Here are some key takeaways from the Ford pronouncements:
Rather than being a novelty, self-driving cars will start being a regular sight on the highways by 2021.
Most of the first self-driving automobiles will be conventional cars or hybrids, rather than full electric vehicles.
The first self-driving cars on the road will be heavily geared towards ride-sharing fleets and package-delivery services, rather than vehicles sold to the general consumer market.
Self-driving technology will be too expensive for individual ownership – at least until 2025 or beyond.
Several additional predictions from other industry observers are also worth noting:
Johana Bhuiyan of Vox Media’s Recode predicts that the price of ride-hailing services like Lyft or Uber will decline because of lower human resources requirements (drivers), thanks to self-driving vehicles.
Brian Johnson, an analyst at Barclays, believes that once self-driving vehicles are in widespread use, auto sales will decline precipitously (as in nearly 40%), as more people come to rely on ride-hailing services that are priced significantly more affordably than taxi or ride-hailing services have been up to now.
If these predictions are accurate, it means that the biggest advancement in consumer transportation since the inception of the automobile itself is right on our doorstep.
Those of us “of a certain age” can remember the days of the Big Three U.S. auto makers. Each of them had a full brand lineup of vehicles designed to accompany a car owner’s pursuit of the American dream. For each step up the corporate or status ladder, there was a car perfectly suited for the event.
General Motors had its five “ascending” brands: Chevrolet, Pontiac, Oldsmobile, Buick and Cadillac. Rival Chrysler Corporation had its five auto brands that tracked neatly with GMs: Plymouth, Dodge, DeSoto, Chrysler and Imperial.
Ford Motor was a bit different in that it had only three flagship brands – Ford, Mercury and Lincoln – but the idea was the same. Capture the consumer at the very beginning … and stay with him or her for years thereafter. When I was growing up, I can recall friends who came from a GM family, a Ford family or a Chrysler family – such was the affinity and loyalty people felt for “their” car companies.
Fast-forward to today, and the picture is completely scrambled. Not only has the prestige – and market share – of the U.S. car companies plummeted in the face of strong competition from foreign-based car rivals, but the brand offerings of the Big Three [sic] have been telescoped severely.
GM is now down to three flagship car brands (Chevy, Buick and Cadillac), while Ford and Chrysler are down to two each (Ford and Lincoln … Chrysler and Dodge).
The rationale for the recent decisions to jettison brands was to gain better control over operating expenses. Moreover, the amount of true difference between some of the brands was modest at best. So the goal of the auto makers has been to retain the loyalty of buyers and shift them to the remaining brands, thereby controlling operating costs while keeping customers in the fold
How’s that working out for everyone?
Well … not exactly as planned. General Motors dropped Pontiac, Saturn and Hummer in the latest round of brand downsizing in 2009, but had hoped to keep most of the buyers of those vehicles in the GM family. Reportedly, there are ~3 million of these vehicles on the roads today. However, the Detroit News is reporting that a majority of these owners are opting for non-GM products when they’re in the market for a new vehicle – brands such as Honda, Nissan and Toyota.

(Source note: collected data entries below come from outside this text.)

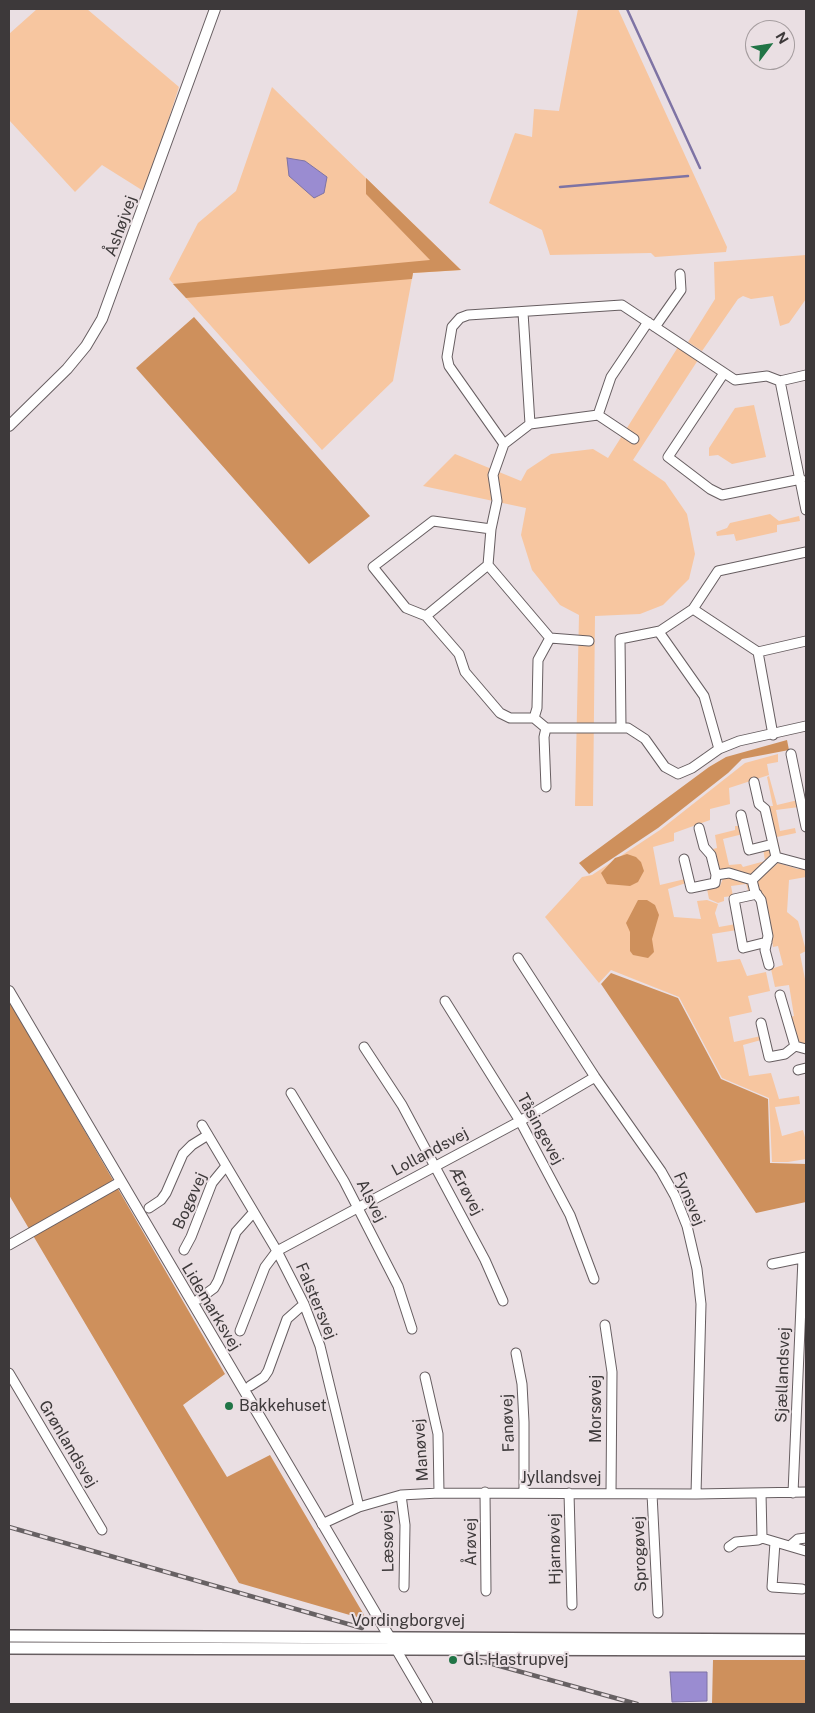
<!DOCTYPE html>
<meta charset="utf-8">
<style>
body{margin:0}
#map{position:relative;width:815px;height:1713px;overflow:hidden;background:#eadfe3;font-family:"Public Sans",sans-serif}
canvas{display:block}
.frame{position:absolute;inset:0;border:10px solid #3d393a;pointer-events:none}
.north{position:absolute;left:745px;top:20px;width:50px;height:50px;box-sizing:border-box;background:#eadfe3;border:1px solid #a59d9f;border-radius:50%;rotate:59deg;font-size:14px;font-weight:700;line-height:20px;text-align:center;color:#3d393a}
.north::after{content:'';display:block;margin:auto;width:18px;height:22px;background:#217446;clip-path:polygon(50% 0,100% 100%,50% 72%,0 100%)}
</style>
<div id="map">
<canvas width="815" height="1713"></canvas>
<div class="frame"></div>
<div class="north">N</div>
</div>
<script>
const c = document.querySelector('canvas').getContext('2d');
c.lineJoin = 'round';
function paint(path, color) { c.fillStyle = color; c.fill(path, 'evenodd'); }
const shape = rows => new Path2D(rows.map(r => 'M' + r).join(''));
function stroke(path, color, width, dash) { c.strokeStyle = color; c.lineWidth = width; c.lineCap = dash ? 'butt' : 'round'; c.setLineDash(dash || []); c.stroke(path); }
function drawText(font, color, halo, rows, align = 'center') {
  c.font = font + ' "Public Sans",sans-serif'; c.lineWidth = 4; c.setLineDash([]); c.textBaseline = 'middle'; c.strokeStyle = halo; c.fillStyle = color; for (const [text, x, y, turn = 0] of rows) {
    c.save(); c.translate(x, y); c.rotate((+turn || 0) * Math.PI / 180); c.textAlign = isNaN(turn) ? turn : align; if (halo) c.strokeText(text, 0, 0); c.fillText(text, 0, 0); c.restore();
  }
}
paint(shape([
 [37,9,87,9,179,87,145,192,102,165,75,192,9,120,9,34],
 [578,9,618,9,727,247,726,252,655,257,651,253,550,255,542,230,489,203,515,133,532,137,534,109,559,111],
 [272,87,461,270,413,273,393,381,322,450,169,279,198,223,236,191],
 [806,255,806,299,789,323,780,326,773,296,751,299,743,296,738,299,702,351,688,342,715,299,714,262],
 [678,347,698,360,633,460,665,482,687,514,695,554,689,579,663,605,640,614,595,616,593,806,575,806,579,615,560,605,532,570,521,535,526,508,423,486,455,454,521,481,527,470,551,454,593,449,608,458],
 [754,405,766,457,732,464,718,455,709,456,709,448,735,408],
 [770,514,779,521,799,516,800,521,777,525,777,532,736,541,734,534,717,536,716,532,727,528,730,523],
 [778,754,778,762,767,764,769,775,729,788,730,804,710,809,710,820,674,833,674,841,653,847,660,885,685,879,686,883,668,889,674,917,701,919,697,901,707,900,718,904,715,913,719,927,736,924,737,930,712,934,717,962,740,959,747,976,766,972,770,991,748,996,752,1012,729,1017,734,1042,761,1036,761,1040,743,1045,749,1076,771,1073,779,1099,799,1096,800,1104,775,1107,782,1136,803,1130,806,1141,806,1159,788,1162,772,1162,769,1098,722,1078,679,997,611,970,599,983,545,917,582,877,592,875,660,830,745,763],
 [769,776,777,805,798,800,799,807,776,810,780,831,795,828,796,833,777,837,781,854,767,806,773,806,767,777],
 [735,826,740,826,743,834,723,839,729,865,741,864,743,867,765,861,763,848,772,847,773,856,752,875,724,871,717,867,713,849,717,848,715,835,735,830],
 [778,863,798,869,806,868,806,877,789,880,787,912,798,921,806,951,800,954,806,984,806,1046,796,1042,790,1017,794,1016,789,985,775,987,771,969,783,965,778,946,773,947,765,897,759,890,757,881],
 [732,876,750,883,751,892,749,894,746,884,731,886,733,896,724,897,724,901,718,903,709,899,707,889,720,886,723,878]
]), '#f7c6a0');
paint(shape([
 [366,178,461,270,413,273,412,279,186,298,173,284,430,260,366,194],
 [194,317,370,516,309,564,136,368],
 [787,740,789,750,742,759,728,773,658,828,589,874,579,863,709,767,726,757],
 [627,854,636,857,641,862,644,871,638,882,630,886,607,884,601,873,615,858],
 [638,900,647,900,655,905,659,915,652,939,654,952,648,958,633,955,630,951,630,932,626,923],
 [611,973,678,998,721,1079,768,1099,770,1163,806,1164,806,1202,756,1213,601,984],
 [9,1000,225,1374,183,1405,227,1477,270,1455,367,1620,239,1583,9,1195],
 [713,1660,806,1660,806,1704,712,1704]
]), '#ce905c');
const water = shape([
 [287,158,305,161,327,177,324,193,314,198,289,176,287,158],
 [670,1672,707,1672,707,1701,672,1702,670,1672]
]);
paint(water, '#9a8cd1');
stroke(water, '#7e73a4', 1);
stroke(shape([
 [627,9,700,168],
 [560,187,688,176]
]), '#7e73a4', 2.5);
const minor = shape([
 [523,312,530,424],
 [655,327,681,290,680,274],
 [724,373,668,457,710,489,722,495,801,479],
 [780,381,806,510],
 [780,381,806,375],
 [598,415,611,377,648,322],
 [504,444,449,366,447,357,452,327,460,318,468,315,622,305,735,380,767,376,780,381],
 [504,444,493,475,497,501,491,529,488,565,550,638,589,641],
 [504,444,530,424,598,415,634,439],
 [491,529,433,521,373,567,406,608,426,616,459,654,465,672,500,713,510,718,534,718,546,728,628,728,645,739,665,767,678,774,692,768,719,749,739,741,806,726],
 [693,609,758,652,773,735],
 [426,616,488,565],
 [659,632,704,696,719,749],
 [758,652,806,641],
 [534,718,537,708,538,660,550,638],
 [621,727,620,639,660,631,693,609,718,571,806,552],
 [546,728,544,737,546,787],
 [791,754,806,827],
 [754,782,759,804,765,809,776,857],
 [741,815,749,850,773,844],
 [699,828,704,847,711,855,716,875],
 [684,859,691,888,715,883,716,875,729,873,752,880,776,857,806,865],
 [752,880,755,892,761,900,768,936,765,950,769,965],
 [757,894,734,899,743,948,767,942],
 [518,958,595,1077,661,1171,675,1196,687,1226,697,1269,701,1304,696,1494],
 [780,995,795,1046],
 [445,1001,520,1121,570,1215,594,1279],
 [761,1023,769,1057,785,1054,795,1046,806,1049],
 [364,1047,402,1105,485,1260,503,1301],
 [798,1070,806,1068],
 [291,1093,344,1181,398,1286,412,1329],
 [202,1125,277,1251,304,1304,320,1346,359,1507],
 [149,1208,161,1200,166,1193,183,1154,192,1145,208,1135],
 [9,1245,120,1182],
 [184,1250,191,1237,212,1183,226,1166],
 [772,1264,806,1257],
 [199,1299,214,1288,218,1281,236,1232,253,1213],
 [605,1325,612,1372,611,1493],
 [240,1331,265,1267,277,1251,520,1121,595,1077],
 [516,1353,522,1384,524,1422,524,1493],
 [9,1373,102,1530],
 [425,1377,438,1434,439,1493],
 [250,1386,264,1377,268,1371,287,1319,304,1304],
 [485,1492,486,1591],
 [569,1493,572,1605],
 [761,1493,762,1538,806,1551],
 [793,1493,803,1258],
 [652,1494,658,1613],
 [401,1495,405,1525,404,1587],
 [322,1524,359,1507,401,1495,439,1493,696,1494,806,1492],
 [775,1542,772,1587,802,1589],
 [790,1546,798,1539,806,1538],
 [729,1547,736,1542,758,1540,762,1538],
 [397,1651,428,1704]
]);
const tertiary = shape([
 [9,426,67,369,86,346,102,319,215,9],
 [9,991,393,1643]
]);
const secondary = shape([
 [9,1636,806,1640],
 [9,1648,806,1650]
]);
stroke(minor, '#675e61', 11);
stroke(tertiary, '#675e61', 12);
stroke(secondary, '#675e61', 14);
stroke(minor, '#fff', 9);
stroke(tertiary, '#fff', 10);
stroke(secondary, '#fff', 11);
const rail = shape([
 [9,1527,362,1628],
 [478,1660,637,1704]
]);
stroke(rail, '#676163', 4.5);
stroke(rail, '#eadfe3', 2.5, [8]);
for (const [x, y, r, color] of [
 [229,1406,5,"#217446"],
 [453,1660,5,"#217446"]
]) { const dot = new Path2D(); dot.arc(x, y, r, 0, 2 * Math.PI); c.fillStyle = color; c.fill(dot); stroke(dot, '#eadfe3', 2); }
drawText('16px', '#3d393a', '#eadfe3', [
 ["Åshøjvej",121,226,-70],
 ["Tåsingevej",540,1129,61],
 ["Lollandsvej",430,1152,-28],
 ["Ærøvej",466,1191,62],
 ["Fynsvej",689,1199,67],
 ["Bogøvej",190,1201,-66],
 ["Alsvej",371,1201,63],
 ["Falstersvej",316,1301,67],
 ["Lidemarksvej",211,1307,59],
 ["Sjællandsvej",783,1375,-88],
 ["Morsøvej",596,1409,-90],
 ["Fanøvej",508,1423,-92],
 ["Grønlandsvej",68,1444,59],
 ["Manøvej",421,1450,-94],
 ["Jyllandsvej",561,1478],
 ["Læsøvej",388,1541,-91],
 ["Årøvej",471,1542,-91],
 ["Hjarnøvej",555,1549,-91],
 ["Sprogøvej",640,1554,-92],
 ["Vordingborgvej",408,1621]
]);
drawText('16px', '#3d393a', '#eadfe3', [
 ["Bakkehuset",239,1406],
 ["Gl. Hastrupvej",463,1660]
], 'left');
</script>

Hummer owners staying with GM: ~39%
Pontiac owners staying with GM: ~36%
Saturn owners staying with GM: ~26%
These figures compare to an industry-wide brand retention rate of ~48%.
The statistics on Saturn are probably the least surprising. After all, Saturn was promoted as “a new kind of car company” – presumably in stark contrast to other GM car brands as much as any rivals. It stands to reason that Saturn owners would probably find almost any other company preferable than staying with GM.
GM has certainly tried to keep its customers from straying – including offering special deals such as one-year free maintenance programs, discounts on new GM auto purchases, offers to test-drive GM cars, and special invitations and events to introduce customers to new GM dealers.
Some industry observers feel that GM miscalculated to a degree, in that the three brands dropped by the company had a measure of distinctness that is difficult to replicate in the remaining GM brands. J.D. Power’s Executive Director of U.S. Automotive Research, Steve Witten has noted, “The truth of the matter is they didn’t have many options for people to stay in the GM family. Now, there are holes.”
[It didn’t help either that some Saturn dealerships jumped the GM ship when the brand went away – taking many of their customers with them.]
What about Ford Motor’s experience in dropping the Mercury brand from its lineup? It turns out the news for them has been better. In fact, Ford has managed to hold on to ~46% of Mercury customers.
Ironically, the company has benefited from what might normally be considered a brand weakness: the Ford and Mercury lines had very little differentiation between them. Thus, it has proven easier to shift Mercury owners to Ford vehicles as an alternative.
Chrysler went through its auto brand downsizing a bit earlier … the Imperial nameplate disappeared back in the 1980s (I know: I owned one of the last models manufactured) … while the Plymouth brand bit the dust seven years prior to the 2009 economic near-meltdown.